* Task statement
Scan the data for "above" and copy the lines it appears in.

* Exercise input
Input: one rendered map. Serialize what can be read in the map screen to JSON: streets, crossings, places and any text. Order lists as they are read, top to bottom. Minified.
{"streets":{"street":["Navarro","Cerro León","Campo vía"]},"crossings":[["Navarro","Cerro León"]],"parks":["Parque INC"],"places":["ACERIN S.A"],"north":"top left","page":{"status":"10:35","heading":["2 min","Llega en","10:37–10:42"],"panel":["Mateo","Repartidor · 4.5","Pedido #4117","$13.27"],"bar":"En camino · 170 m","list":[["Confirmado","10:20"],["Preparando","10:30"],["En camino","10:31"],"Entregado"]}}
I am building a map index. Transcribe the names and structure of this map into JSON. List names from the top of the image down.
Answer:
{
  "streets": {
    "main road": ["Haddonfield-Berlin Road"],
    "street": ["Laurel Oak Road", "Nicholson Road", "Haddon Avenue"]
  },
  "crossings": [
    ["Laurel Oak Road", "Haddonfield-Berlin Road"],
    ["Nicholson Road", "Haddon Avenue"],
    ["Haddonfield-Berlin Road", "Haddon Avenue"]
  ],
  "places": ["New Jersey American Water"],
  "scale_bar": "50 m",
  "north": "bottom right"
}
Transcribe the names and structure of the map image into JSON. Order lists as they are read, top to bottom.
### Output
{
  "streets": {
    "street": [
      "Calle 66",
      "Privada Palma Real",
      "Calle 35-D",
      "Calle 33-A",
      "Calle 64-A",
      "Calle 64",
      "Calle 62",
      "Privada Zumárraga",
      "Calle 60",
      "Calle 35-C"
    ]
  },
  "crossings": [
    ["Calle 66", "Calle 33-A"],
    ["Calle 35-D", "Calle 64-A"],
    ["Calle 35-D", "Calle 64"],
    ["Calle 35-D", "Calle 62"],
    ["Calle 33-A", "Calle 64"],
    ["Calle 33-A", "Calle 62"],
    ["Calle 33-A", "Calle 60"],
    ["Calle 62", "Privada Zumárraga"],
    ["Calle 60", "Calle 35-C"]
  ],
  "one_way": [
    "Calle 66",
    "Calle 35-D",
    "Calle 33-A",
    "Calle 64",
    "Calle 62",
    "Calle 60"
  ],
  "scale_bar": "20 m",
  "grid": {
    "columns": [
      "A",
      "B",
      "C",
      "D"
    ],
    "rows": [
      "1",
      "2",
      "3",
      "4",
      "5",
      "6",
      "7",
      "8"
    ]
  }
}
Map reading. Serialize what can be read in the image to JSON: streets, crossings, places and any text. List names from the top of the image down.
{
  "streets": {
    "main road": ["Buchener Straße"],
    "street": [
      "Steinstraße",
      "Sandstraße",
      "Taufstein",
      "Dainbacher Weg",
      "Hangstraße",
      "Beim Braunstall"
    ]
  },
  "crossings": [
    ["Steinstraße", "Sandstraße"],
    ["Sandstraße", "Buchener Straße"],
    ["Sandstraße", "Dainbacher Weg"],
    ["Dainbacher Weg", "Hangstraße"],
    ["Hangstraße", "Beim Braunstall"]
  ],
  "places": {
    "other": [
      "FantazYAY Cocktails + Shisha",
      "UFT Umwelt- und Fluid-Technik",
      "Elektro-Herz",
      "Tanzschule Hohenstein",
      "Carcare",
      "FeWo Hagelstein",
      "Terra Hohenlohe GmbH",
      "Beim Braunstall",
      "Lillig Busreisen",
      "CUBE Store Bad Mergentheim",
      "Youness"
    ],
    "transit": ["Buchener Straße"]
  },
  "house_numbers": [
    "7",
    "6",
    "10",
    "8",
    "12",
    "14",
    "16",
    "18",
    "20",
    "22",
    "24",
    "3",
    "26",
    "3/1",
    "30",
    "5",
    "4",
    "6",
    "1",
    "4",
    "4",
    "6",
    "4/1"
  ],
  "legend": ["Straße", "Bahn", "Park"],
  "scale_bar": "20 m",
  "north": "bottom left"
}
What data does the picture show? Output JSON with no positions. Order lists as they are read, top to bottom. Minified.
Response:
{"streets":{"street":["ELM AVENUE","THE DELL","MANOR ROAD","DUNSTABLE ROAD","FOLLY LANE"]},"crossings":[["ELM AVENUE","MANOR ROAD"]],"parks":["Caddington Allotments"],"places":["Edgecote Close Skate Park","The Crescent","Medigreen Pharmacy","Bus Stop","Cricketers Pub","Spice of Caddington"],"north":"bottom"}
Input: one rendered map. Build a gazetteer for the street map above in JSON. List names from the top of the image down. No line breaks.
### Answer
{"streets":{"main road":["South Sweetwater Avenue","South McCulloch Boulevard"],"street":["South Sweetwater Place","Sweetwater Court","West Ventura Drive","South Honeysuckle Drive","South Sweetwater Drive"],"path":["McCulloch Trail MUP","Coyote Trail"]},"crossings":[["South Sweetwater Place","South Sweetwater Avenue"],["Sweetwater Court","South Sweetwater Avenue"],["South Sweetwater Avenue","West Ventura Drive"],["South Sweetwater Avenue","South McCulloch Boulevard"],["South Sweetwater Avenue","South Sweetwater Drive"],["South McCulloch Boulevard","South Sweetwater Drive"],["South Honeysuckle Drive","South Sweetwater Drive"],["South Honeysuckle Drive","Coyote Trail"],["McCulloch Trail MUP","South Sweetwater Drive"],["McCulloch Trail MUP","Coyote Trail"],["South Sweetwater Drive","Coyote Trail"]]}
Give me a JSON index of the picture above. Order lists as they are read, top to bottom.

* Written solution
Input: one rendered map. Build a gazetteer for the street map above in JSON. List names from the top of the image down. No line breaks.
Give me a JSON index of the picture above. Order lists as they are read, top to bottom.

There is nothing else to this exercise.